Khaled Nezzar insiste sur tous les sacrifices qu’ont connus les déserteurs de l’armée française. Plusieurs sont tombés au champ d’honneur. A l’école des cadres de Kef, ils devaient convaincre les moudjahidine qui avaient connu l’épreuve du feu qu’ils avaient encore à apprendre. « Nous leur donnions tout ce que nous avions appris dans les écoles françaises. » Pourtant, au lendemain de leur arrivée, le commandant Idir, un autre ancien de l’armée française, fit à Nezzar et à ses trois compagnons de désertion cette réflexion que le général n’a pas oubliée : « Vous êtes arrivés en retard. »
Nezzar au secours du général Lamari
Le général Nezzar a profité de la rédaction de ses Mémoires pour venir à la rescousse de ses successeurs à la tête de l’ANP au sujet de l’accusation de non-assistance à populations en danger qui s’est insinué contre eux dans l’opinion nationale et internationale suite aux massacres de l’année 1997. Khaled Nezzar a pris prétexte d’une citation de Michel Rocard, l’ancien Premier ministre socialiste français, qu’il apprécie manifestement autant que ses pairs de l’Internationale socialiste, pour expliquer pourquoi les massacres ont été possibles sans que les unités de l’ANP stationnées, pourtant près des sites de la mort, aient pu intervenir. Il commence bien sûr par s’en prendre à tous ceux qui ont fait le reproche à l’Etat algérien de ne pas protéger sa population. Ce qui l’exaspère, c’est que l’on insinue que l’Etat algérien « a fait sciemment preuve de carence dans son devoir de protection vis-à-vis de sa population « . Il s’évertue alors de montrer que si carence il a pu y avoir, il est difficile de soutenir le contraire, elle n’est sûrement pas volontaire, et plaide ainsi les circonstances atténuantes : « Il est vrai que les tueries successives et rapprochées dans le temps survenues à Bentalha, Raïs, Béni Messous et dans la région de Relizane, à l’ouest du pays, ont sérieusement entamé chez l’opinion la crédibilité des forces de sécurité dans leur mission de protection de la population ; les délais prolongés des exactions, la présence de forces de sécurité quadrillant les secteurs et l’évanouissement dans la nature des terroristes une fois leurs forfaits accomplis ont contribué à alimenter le doute sur la capacité des forces de sécurité à remplir leur mission convenablement. »

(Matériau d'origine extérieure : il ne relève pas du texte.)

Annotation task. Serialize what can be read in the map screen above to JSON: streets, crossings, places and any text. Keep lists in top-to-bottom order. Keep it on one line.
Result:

C’est le moins que l’on puisse concéder aux faits. Le lecteur s’attend alors à apprendre les raisons pour lesquelles les unités de l’armée ne sont pas intervenues. Les explications de « ce qui, à première vue, semble inexplicable » vont dans une autre direction. Nezzar en cite cinq : la présence au sein de la population de complices actifs, la présence de groupes terroristes implantés dans un tissu urbain à l’intérieur d’infrastructures aménagés (?), l’urbanisation sauvage et très dense rendant encore plus difficile et lente (! !) l’intervention des secours, la fetwa rendant licite les assassinats des civils, l’obscurité provoquée à dessein dans laquelle étaient plongés les lieux pendant les attaques. Les terroristes devant sans doute savoir que l’ANP n’intervient qu’à la grande clarté du jour ou sous les projecteurs. « Dans ces conditions, quand bien même une unité se trouverait à proximité, l’intervention devient très contraignante. »

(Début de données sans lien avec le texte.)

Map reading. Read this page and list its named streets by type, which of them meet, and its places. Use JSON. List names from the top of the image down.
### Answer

Le général Nezzar est le premier à ne pas être satisfait de ses explications. Il s’insinue ici un embarrassant silence sur les actions à conduire pour des forces de sécurité en pareilles circonstances ; des aspects sur lesquels a été prolixe Khaled Nezzar tout au long de ses Mémoires lorsqu’il s’agit d’autres circonstances de guerre. Alors, il ajoute : « Une attitude pour le chef de l’ordre dans ce cas consiste à se manifester par la présence et par les feux afin de limiter les pertes sans risque pour les civils et tenter de neutraliser les terroristes en leur coupant le chemin de repli. » Les Algériens se disaient bien qu’il y avait un petit quelque-chose à faire pour sauver les suppliciés de Bentalha. Nezzar a-t-il finalement bien rendu service à son ami Mohamed Lamari ?
L’armée avait son plan anti-FIS dès 1990
L’armée avait son « plan d’action global » contre le risque d’une » majorité théocratique » dès la fin de 1990. C’est la grande révélation des Mémoires du général Nezzar : « Déjà en décembre 1990, je désignais le général Mohamed Touati conseiller auprès du ministre de la Défense avec le général Lamari et le général Taghrirt Abdelmadjid afin de proposer une démarche politique de type état-major, compte tenu des dérives répétées du FIS et de l’apathie des autorités publiques annonciatrices de graves dérives. » Il y a peu de fioritures dans le document que livre Khaled Nezzar pile-poil sur le délai de prescription de dix ans. Il est, à la base, reproché au pouvoir politique, une fois n’est pas coutume, « un excès de scrupules démocratiques ». Six mois après les élections locales de juin 1990, « l’équipe restreinte de haut niveau » au ministère de la Défense nationale décrète : « Le pari sur l’apprentissage de la démocratie de la part des partis religieux , et notamment le FIS, est un échec. Le second pari sur la perte d’influence du FIS à l’épreuve de la gestion des affaires s’avère être un leurre du fait de la passivité des autorités. »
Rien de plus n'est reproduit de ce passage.